§ AIM OF THE EXERCISE
Please copy each line of the records below that includes the word "lines".

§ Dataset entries
BEGIN

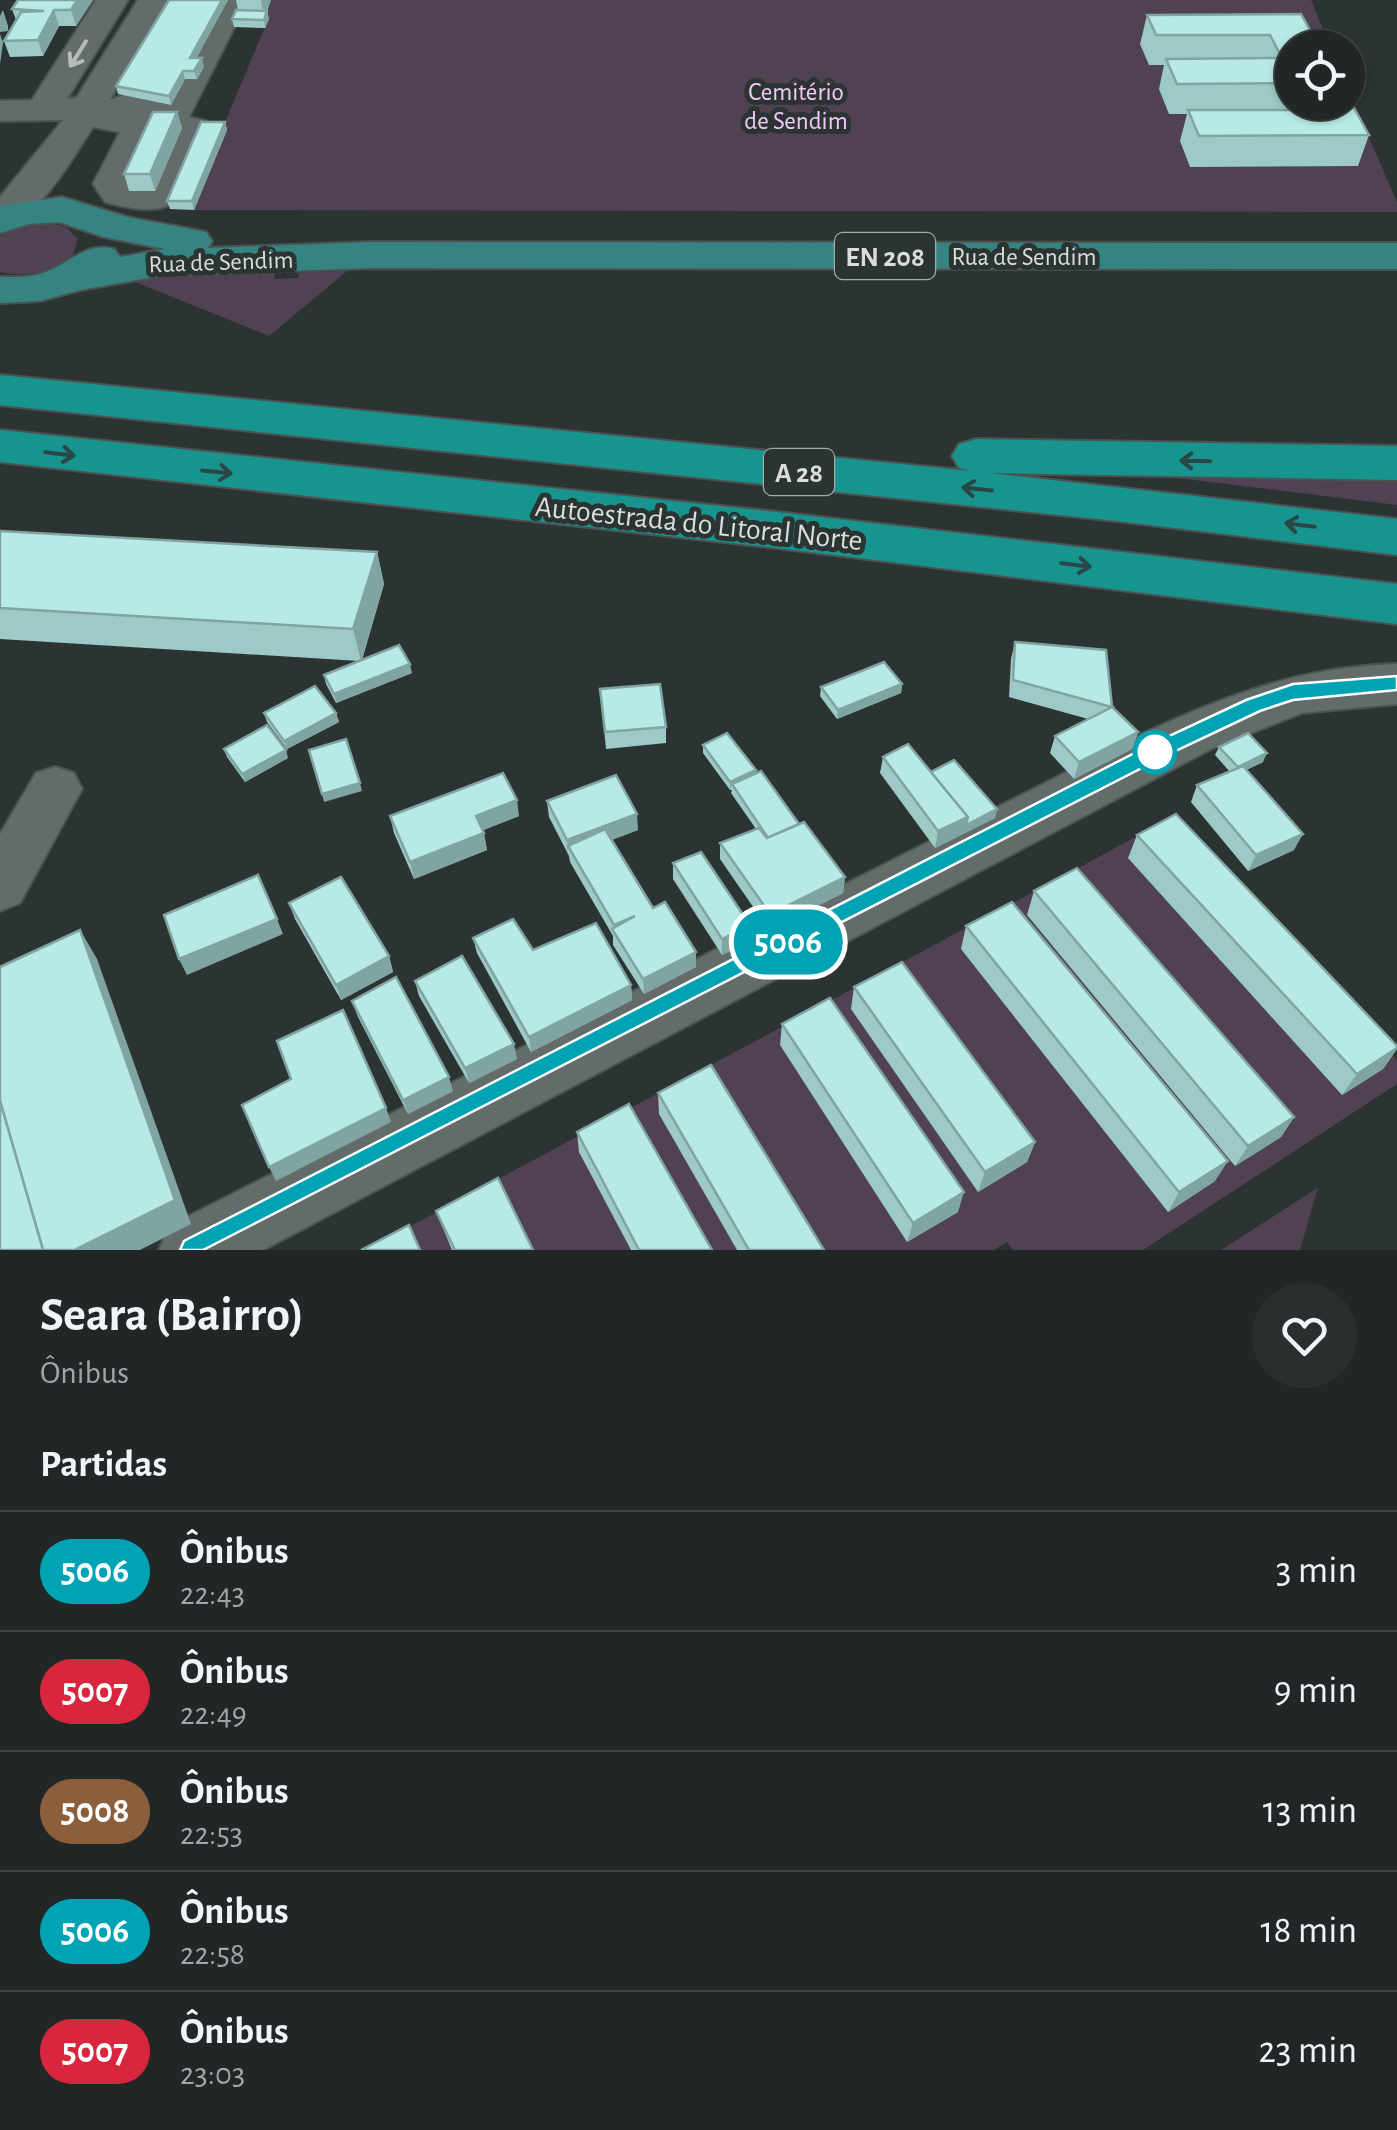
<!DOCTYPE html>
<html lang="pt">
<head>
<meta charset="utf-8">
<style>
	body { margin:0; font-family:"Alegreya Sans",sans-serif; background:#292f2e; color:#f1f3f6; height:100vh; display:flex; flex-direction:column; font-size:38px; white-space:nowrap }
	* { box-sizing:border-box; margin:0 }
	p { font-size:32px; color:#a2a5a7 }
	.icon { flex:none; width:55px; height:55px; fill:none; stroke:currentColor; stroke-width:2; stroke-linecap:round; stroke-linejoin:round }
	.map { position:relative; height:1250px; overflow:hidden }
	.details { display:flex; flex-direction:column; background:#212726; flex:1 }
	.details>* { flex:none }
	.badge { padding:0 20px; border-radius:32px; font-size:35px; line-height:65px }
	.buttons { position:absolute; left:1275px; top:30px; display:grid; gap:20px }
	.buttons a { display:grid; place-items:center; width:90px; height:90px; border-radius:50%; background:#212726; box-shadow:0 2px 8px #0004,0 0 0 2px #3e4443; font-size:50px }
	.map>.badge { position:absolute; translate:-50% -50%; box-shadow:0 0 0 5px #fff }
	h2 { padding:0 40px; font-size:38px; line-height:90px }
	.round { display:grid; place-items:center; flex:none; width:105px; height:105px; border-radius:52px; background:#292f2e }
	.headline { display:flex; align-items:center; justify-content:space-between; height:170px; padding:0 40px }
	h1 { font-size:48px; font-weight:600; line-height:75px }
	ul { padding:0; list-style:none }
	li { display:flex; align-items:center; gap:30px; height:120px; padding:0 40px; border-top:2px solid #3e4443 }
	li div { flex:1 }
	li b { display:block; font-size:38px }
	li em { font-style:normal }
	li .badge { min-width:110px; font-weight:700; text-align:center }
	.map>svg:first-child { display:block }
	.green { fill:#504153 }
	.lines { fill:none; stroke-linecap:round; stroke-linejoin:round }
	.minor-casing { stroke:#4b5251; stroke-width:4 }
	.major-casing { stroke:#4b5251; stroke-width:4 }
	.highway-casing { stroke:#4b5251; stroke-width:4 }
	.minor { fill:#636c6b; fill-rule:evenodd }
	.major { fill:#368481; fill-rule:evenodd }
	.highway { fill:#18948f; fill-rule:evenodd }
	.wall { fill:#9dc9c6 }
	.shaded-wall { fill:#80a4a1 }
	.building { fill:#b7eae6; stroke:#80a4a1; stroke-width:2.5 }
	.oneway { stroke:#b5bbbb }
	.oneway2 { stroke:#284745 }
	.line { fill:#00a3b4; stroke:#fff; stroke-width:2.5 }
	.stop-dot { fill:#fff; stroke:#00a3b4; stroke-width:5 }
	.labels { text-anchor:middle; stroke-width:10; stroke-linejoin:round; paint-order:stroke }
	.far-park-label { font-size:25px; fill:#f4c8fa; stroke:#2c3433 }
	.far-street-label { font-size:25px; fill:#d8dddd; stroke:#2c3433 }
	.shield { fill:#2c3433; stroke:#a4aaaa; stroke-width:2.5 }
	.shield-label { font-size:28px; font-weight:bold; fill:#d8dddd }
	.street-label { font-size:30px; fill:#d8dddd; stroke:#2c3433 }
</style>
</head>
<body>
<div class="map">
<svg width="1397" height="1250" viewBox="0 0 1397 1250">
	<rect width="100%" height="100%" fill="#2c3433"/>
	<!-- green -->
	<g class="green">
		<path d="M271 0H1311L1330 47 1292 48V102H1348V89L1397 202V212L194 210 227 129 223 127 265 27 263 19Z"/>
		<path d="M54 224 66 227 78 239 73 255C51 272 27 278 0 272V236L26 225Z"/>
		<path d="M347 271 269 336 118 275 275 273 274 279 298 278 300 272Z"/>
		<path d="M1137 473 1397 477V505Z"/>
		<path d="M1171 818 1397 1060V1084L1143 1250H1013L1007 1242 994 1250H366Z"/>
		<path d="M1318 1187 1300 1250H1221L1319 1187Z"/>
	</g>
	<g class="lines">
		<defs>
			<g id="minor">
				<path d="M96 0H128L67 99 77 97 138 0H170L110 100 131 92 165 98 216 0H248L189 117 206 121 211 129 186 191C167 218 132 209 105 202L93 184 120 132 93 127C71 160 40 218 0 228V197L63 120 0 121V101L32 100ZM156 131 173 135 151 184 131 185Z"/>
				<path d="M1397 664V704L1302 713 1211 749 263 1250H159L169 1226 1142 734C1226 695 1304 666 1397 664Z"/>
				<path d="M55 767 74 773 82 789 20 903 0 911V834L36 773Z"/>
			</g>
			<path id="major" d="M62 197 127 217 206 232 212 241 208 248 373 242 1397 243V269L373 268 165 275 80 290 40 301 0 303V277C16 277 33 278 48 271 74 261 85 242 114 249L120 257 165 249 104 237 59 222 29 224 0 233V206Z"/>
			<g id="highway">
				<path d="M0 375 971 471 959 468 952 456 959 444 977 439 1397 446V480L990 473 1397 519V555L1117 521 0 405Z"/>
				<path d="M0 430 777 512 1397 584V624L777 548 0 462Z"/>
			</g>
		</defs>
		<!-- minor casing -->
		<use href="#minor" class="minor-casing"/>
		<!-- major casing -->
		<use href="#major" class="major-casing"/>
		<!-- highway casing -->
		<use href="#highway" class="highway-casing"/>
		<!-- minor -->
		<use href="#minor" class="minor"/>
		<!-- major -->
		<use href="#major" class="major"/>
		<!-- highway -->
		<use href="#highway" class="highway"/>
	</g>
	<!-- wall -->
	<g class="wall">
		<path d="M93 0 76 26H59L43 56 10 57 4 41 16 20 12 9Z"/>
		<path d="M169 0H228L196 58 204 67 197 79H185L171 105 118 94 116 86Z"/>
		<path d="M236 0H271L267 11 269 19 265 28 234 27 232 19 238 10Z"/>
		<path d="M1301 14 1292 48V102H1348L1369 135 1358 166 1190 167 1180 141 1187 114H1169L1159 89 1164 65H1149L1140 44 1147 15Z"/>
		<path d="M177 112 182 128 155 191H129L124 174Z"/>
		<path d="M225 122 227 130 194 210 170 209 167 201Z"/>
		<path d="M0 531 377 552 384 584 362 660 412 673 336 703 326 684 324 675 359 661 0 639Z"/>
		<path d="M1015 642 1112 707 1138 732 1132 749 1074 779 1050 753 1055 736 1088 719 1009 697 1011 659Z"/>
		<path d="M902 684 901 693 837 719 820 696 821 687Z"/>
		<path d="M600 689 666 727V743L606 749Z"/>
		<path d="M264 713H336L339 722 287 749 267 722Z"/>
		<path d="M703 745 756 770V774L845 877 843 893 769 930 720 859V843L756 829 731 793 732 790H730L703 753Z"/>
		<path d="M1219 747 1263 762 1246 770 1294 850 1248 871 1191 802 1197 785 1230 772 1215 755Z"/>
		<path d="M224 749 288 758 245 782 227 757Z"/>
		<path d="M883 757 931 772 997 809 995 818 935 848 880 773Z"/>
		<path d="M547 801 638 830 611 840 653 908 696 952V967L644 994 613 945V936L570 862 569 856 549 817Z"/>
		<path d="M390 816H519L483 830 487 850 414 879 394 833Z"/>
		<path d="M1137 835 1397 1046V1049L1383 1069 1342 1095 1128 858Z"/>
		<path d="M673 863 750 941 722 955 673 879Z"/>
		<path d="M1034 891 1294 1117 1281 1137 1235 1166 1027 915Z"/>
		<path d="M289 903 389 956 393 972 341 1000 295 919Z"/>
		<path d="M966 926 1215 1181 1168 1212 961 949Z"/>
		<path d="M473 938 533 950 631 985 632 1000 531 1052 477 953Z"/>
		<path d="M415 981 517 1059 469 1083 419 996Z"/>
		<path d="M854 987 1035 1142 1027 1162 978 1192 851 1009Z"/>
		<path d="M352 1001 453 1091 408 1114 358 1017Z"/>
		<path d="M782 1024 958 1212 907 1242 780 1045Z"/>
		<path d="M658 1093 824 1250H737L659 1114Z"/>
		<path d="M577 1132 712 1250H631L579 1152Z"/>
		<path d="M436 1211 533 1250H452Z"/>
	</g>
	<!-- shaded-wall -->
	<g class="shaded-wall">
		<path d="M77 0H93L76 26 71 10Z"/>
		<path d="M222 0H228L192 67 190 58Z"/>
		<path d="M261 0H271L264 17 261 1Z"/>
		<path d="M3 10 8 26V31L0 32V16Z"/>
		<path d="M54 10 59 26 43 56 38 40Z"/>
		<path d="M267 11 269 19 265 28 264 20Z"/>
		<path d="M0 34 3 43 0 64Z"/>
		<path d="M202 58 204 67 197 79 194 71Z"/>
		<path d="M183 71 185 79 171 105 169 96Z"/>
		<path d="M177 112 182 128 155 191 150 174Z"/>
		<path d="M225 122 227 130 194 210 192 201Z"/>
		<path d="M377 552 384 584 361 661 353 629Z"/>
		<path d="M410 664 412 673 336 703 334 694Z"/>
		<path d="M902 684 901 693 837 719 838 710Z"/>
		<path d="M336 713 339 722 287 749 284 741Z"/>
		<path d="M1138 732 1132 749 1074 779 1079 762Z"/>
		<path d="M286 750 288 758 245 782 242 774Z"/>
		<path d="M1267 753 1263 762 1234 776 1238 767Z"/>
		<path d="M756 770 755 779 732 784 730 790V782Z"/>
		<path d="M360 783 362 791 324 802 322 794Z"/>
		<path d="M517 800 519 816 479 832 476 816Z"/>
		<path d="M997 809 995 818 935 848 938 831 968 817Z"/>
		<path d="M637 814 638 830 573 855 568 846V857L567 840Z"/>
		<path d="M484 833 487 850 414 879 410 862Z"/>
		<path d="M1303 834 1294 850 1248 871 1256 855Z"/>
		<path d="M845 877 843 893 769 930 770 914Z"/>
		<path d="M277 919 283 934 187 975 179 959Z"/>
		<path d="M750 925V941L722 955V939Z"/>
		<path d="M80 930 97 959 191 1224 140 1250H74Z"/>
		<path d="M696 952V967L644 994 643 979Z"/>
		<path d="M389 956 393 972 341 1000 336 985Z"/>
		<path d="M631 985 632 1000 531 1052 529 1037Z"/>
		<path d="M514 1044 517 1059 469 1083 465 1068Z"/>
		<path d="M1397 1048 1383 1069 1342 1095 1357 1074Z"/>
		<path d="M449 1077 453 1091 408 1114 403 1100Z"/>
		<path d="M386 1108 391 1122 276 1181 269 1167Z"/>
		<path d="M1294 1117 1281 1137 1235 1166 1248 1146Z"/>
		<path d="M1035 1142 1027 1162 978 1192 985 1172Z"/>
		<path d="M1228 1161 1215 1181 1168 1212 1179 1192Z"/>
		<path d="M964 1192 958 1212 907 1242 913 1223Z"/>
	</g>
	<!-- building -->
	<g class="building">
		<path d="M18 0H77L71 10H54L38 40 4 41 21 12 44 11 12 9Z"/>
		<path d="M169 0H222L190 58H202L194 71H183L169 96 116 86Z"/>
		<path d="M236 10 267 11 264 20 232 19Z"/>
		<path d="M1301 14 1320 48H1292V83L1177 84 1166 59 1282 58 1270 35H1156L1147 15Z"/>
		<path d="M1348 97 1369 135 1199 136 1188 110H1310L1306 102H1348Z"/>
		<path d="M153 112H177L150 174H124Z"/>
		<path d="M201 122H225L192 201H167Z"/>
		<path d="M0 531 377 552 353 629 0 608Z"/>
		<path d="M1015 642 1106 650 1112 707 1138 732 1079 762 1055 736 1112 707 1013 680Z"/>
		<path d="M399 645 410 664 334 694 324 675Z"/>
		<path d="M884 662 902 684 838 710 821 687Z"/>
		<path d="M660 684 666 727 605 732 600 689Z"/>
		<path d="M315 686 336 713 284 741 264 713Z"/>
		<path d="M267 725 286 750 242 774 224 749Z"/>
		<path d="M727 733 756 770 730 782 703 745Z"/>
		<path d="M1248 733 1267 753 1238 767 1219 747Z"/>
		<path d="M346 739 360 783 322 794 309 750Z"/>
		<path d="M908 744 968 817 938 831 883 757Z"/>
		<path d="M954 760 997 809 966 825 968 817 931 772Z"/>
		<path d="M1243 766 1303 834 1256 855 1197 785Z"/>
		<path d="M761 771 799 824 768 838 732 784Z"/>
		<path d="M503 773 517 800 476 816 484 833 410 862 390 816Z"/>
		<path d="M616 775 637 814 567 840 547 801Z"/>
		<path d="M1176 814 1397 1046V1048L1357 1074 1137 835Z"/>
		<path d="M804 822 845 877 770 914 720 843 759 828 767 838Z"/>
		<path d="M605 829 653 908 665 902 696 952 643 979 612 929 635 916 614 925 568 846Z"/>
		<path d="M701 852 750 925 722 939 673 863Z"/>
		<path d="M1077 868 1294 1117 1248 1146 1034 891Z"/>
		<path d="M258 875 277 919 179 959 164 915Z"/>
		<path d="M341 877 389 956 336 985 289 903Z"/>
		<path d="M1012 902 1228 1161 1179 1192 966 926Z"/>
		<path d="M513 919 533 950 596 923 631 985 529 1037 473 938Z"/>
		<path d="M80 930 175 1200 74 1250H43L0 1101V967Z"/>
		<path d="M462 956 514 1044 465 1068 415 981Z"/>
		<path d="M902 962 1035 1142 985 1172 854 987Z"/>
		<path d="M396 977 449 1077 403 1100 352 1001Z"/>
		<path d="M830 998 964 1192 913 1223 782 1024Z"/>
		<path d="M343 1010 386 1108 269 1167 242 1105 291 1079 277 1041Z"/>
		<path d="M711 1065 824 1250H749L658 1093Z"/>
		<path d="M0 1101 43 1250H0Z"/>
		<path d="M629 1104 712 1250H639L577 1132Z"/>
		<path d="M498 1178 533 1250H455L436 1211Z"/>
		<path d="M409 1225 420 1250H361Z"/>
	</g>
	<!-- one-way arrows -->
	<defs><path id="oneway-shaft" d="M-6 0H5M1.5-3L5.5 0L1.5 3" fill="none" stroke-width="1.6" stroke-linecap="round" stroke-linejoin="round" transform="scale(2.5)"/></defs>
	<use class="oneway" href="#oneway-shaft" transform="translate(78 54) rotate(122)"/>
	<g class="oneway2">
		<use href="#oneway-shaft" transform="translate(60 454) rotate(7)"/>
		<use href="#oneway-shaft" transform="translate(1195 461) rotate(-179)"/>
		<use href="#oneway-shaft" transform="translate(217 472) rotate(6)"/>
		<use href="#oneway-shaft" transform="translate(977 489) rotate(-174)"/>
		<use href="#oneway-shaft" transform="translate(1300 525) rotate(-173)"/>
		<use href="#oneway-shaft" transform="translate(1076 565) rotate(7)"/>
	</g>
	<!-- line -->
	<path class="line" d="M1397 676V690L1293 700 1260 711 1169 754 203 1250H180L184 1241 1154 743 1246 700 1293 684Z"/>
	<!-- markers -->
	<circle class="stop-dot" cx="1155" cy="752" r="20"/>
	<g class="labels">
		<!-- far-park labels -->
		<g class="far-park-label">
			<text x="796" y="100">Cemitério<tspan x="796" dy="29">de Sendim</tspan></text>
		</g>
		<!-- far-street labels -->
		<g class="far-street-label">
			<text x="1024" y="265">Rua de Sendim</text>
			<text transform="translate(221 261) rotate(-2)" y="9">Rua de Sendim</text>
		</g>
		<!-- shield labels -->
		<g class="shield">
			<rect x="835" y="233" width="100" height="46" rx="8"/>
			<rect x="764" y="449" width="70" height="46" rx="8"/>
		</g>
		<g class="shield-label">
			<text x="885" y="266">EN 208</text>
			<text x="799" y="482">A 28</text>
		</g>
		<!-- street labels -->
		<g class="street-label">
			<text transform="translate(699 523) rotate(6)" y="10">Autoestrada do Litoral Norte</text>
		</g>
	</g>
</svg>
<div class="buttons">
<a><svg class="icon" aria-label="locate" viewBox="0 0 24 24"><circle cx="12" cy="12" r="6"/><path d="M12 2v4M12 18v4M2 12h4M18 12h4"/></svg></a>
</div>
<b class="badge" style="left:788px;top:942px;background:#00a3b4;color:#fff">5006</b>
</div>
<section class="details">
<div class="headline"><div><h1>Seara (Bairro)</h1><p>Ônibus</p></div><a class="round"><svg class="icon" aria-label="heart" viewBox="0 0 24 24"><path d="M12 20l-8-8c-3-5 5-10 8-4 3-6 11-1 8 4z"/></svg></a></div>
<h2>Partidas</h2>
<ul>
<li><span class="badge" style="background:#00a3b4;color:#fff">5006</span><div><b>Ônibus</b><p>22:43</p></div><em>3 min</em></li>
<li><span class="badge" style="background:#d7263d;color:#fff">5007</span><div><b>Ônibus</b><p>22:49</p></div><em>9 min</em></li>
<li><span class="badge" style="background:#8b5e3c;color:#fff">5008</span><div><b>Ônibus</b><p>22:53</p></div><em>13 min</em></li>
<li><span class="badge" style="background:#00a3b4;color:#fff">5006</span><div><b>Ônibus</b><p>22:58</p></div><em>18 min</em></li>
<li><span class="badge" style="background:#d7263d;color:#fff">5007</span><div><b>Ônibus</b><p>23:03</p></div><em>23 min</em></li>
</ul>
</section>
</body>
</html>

END

§ OUTPUT
	.lines { fill:none; stroke-linecap:round; stroke-linejoin:round }
	<g class="lines">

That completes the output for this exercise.